2. Diskusi tentang perubahan peran MASTEL
Pada saat ini dirasakan bahwa diperlukan adanya perubahan peran MASTEL, terutama untuk meningkatkan organisasi MASTEL. Diskusi terjadi pada rapat-rapat persiapan Musyawarah Nasional V MASTEL. Beberapa masukan telah tercatat seperti dibawah ini:

- Peran MASTEL dalam digital divide dan Milennium Development Goals, Sasaran-sasaran menurut “kesepakatan global” ialah pada tahun 2015 – Millenium Development Goals (MDG) (50% penduduk memiliki akses terhadap ICT) .Diskusi tentang peran MASTEL dalam menghantarkan ICT untuk Benefit civil society dan digital divide.
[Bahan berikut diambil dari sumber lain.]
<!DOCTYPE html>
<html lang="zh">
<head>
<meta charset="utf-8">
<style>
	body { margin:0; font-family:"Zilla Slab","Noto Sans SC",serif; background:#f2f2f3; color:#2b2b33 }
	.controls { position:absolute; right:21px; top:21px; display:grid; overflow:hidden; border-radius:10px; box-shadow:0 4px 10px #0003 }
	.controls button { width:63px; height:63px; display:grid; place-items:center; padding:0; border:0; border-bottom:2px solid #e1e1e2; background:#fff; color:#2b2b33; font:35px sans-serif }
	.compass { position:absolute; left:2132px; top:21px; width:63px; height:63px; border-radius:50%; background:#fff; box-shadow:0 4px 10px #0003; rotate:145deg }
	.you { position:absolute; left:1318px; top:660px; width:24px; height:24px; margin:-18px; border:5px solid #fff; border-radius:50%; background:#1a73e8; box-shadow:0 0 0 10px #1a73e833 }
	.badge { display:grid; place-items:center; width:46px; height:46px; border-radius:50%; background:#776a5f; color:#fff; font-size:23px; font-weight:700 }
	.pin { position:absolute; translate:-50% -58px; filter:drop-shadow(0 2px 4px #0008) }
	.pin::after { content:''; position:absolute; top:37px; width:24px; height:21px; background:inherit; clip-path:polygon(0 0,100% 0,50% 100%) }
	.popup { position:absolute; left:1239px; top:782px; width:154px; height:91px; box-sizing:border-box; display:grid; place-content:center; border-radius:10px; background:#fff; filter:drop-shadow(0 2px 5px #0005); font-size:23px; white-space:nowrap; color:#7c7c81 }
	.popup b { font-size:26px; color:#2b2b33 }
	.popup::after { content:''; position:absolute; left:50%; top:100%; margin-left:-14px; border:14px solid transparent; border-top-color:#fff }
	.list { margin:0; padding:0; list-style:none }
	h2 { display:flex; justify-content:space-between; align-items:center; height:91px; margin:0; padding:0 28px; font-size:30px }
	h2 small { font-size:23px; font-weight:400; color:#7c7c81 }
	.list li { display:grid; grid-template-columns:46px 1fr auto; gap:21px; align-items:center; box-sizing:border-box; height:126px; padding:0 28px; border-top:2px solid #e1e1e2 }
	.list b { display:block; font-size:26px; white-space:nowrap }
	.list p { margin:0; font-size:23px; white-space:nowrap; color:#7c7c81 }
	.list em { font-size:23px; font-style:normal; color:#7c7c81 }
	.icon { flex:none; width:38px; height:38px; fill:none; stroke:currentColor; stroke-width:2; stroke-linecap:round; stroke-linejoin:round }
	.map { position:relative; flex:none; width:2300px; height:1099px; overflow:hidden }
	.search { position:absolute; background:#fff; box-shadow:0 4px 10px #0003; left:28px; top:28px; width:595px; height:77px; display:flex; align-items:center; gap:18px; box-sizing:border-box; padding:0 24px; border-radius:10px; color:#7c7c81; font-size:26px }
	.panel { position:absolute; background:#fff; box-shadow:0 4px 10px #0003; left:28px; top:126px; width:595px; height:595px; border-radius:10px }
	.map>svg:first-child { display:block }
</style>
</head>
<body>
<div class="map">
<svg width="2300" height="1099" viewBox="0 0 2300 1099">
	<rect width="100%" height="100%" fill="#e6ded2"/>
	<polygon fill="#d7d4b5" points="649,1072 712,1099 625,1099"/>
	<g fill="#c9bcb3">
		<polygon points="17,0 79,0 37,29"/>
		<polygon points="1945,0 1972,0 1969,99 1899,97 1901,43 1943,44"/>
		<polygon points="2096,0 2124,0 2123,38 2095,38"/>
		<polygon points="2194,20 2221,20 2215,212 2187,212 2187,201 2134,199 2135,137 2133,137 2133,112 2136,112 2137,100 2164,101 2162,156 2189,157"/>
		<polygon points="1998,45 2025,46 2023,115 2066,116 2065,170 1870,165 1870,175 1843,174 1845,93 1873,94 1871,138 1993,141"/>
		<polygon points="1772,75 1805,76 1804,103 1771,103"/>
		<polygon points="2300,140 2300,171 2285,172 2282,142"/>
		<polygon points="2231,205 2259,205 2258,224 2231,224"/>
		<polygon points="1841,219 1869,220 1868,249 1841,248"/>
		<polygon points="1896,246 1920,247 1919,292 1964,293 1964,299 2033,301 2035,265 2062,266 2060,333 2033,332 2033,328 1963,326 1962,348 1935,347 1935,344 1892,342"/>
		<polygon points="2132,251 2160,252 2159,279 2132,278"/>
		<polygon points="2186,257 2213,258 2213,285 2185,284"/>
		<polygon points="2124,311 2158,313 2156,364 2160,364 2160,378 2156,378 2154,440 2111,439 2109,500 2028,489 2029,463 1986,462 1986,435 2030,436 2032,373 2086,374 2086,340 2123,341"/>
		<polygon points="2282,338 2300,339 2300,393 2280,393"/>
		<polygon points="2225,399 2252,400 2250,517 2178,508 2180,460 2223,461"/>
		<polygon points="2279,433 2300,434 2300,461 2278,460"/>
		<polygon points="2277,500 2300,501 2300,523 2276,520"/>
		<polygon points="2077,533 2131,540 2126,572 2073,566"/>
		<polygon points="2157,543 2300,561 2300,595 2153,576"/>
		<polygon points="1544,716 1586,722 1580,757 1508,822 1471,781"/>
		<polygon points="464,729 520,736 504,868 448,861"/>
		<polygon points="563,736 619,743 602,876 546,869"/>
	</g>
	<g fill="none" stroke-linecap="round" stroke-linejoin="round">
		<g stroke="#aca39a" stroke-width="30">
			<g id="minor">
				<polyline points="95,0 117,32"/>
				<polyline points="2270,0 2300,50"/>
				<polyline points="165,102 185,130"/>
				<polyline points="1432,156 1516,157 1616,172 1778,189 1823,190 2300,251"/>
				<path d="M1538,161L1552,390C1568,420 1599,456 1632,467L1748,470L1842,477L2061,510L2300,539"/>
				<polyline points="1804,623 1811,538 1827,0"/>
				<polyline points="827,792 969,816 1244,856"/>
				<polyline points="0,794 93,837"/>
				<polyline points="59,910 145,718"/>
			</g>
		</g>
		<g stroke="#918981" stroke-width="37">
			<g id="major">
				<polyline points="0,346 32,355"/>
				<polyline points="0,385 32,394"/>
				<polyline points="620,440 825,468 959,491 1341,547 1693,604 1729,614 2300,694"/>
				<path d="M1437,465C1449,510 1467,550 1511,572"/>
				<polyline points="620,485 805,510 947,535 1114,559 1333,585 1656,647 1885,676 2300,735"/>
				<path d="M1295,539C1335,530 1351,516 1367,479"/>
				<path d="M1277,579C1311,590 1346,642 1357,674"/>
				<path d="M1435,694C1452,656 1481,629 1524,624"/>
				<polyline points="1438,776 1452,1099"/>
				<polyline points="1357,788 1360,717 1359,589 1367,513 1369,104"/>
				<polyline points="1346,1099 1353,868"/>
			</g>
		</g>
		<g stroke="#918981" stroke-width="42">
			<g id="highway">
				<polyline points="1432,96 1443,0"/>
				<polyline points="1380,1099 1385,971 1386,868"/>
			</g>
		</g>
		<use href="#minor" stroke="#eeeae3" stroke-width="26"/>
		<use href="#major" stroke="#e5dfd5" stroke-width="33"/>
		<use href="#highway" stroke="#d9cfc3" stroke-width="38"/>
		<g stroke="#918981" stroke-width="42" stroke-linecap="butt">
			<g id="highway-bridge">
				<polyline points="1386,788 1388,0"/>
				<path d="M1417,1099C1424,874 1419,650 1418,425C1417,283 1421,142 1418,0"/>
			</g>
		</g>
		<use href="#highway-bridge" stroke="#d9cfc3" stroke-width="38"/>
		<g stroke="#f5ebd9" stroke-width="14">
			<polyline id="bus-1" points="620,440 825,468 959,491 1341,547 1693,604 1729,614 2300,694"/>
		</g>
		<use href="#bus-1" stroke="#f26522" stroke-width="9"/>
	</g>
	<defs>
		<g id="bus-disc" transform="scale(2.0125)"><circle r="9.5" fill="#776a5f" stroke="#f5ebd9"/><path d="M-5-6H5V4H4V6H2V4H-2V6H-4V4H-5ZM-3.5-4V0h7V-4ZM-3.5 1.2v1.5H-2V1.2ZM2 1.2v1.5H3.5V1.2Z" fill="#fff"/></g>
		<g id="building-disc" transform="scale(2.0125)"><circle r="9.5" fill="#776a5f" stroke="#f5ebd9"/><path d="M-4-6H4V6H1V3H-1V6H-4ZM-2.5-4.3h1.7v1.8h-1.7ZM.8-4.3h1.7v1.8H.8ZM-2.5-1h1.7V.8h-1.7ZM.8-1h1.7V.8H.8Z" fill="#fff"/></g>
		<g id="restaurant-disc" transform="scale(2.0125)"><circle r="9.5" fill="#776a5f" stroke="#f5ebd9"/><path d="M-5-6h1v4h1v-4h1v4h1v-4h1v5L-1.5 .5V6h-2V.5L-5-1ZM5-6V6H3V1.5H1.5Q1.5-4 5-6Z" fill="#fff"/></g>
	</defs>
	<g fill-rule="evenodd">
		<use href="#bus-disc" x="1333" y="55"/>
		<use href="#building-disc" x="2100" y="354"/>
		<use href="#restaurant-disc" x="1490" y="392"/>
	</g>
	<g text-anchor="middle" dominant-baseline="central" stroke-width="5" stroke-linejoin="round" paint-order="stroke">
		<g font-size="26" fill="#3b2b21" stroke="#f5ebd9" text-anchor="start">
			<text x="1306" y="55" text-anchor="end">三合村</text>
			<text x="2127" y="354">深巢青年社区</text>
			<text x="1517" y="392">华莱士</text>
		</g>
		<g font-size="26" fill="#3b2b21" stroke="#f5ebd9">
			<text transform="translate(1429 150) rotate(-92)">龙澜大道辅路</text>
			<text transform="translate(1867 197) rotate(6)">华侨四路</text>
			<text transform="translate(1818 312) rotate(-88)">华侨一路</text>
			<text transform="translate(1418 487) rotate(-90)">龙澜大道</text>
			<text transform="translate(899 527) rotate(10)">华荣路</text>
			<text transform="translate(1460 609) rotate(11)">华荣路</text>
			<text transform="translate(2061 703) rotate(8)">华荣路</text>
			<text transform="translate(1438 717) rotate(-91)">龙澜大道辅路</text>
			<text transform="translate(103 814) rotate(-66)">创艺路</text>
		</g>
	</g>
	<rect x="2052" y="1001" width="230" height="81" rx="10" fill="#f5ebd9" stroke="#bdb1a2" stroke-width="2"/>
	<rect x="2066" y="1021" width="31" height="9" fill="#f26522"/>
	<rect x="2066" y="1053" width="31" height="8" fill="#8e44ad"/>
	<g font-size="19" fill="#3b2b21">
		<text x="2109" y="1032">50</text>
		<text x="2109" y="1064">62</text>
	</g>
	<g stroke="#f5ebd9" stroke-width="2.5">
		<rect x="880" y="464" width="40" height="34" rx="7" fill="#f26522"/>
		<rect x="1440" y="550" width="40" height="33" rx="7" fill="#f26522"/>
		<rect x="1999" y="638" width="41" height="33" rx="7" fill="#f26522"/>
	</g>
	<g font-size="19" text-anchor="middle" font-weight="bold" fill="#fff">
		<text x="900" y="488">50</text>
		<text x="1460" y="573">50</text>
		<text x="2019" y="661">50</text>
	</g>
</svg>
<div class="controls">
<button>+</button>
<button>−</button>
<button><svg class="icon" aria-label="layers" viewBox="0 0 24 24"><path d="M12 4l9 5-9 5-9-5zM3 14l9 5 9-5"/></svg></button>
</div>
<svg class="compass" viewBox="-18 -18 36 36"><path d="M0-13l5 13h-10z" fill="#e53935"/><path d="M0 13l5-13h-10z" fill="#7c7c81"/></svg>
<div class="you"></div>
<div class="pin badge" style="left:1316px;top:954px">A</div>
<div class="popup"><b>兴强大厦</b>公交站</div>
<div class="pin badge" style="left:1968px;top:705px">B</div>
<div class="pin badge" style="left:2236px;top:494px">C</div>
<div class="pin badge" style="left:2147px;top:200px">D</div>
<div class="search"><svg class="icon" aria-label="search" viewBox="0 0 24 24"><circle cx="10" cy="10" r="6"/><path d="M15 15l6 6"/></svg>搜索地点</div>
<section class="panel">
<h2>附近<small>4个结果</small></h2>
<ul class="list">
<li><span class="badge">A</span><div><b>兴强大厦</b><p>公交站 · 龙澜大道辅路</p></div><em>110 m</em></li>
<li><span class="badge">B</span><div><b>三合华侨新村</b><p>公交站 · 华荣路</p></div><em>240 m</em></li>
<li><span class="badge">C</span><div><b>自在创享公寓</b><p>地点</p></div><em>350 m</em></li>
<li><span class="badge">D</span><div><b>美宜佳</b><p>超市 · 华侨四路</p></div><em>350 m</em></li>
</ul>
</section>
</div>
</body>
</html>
Disini yang mencuat terutama peran Warnet, CAP atau Telecenter di pedesaan.

- Peran sebagai fasilitator dimana MASTEL sebagai “wasit” apabila ada anggota MASTEL yang berseberangan dalam posisinya. Diharapkan MASTEL berperan sebagai alternative dispute resolution institution berdasarkan prinsip win-win solution.

- Peran MASTEL sebagai collaborative body

- Peran MASTEL sebagai MASTEL agar berperan dalam menyatukan segala pendapat Masyarakat dan menjadi ikut aktif sehingga membuat teknologi informasi bermanfaat bagi seluruh rakyat Indonesia (making IT works for Indonesia )

- Peran MASTEL sebagai sounding board

- Bersama dengan asosiasi, menggunakan ICT untuk memberikan manfaat bersama

- Sebagai capacity builder dalam meningkatkan mutu SDM Indonesia, contoh berperan dalam pendirian LSPT (Lembaga Sertifikasi Profesi Telematika) dimana Ketua Umum MASTEL telah tercatat sebagai pihak pendiri.
3. Penguatan Kapasitas Sekretariat MASTEL
Seluruh program program kerja MASTEL di atas tidak akan berjalan dengan baik tanpa keterlibatan dan dukungan dari Sekretariat MASTEL yang profesional, sehingga Ketua Umum dan anggota Pengurus akan selalu mendapatkan dukungan penuh dalam melaksanakan tugas-tugasnya.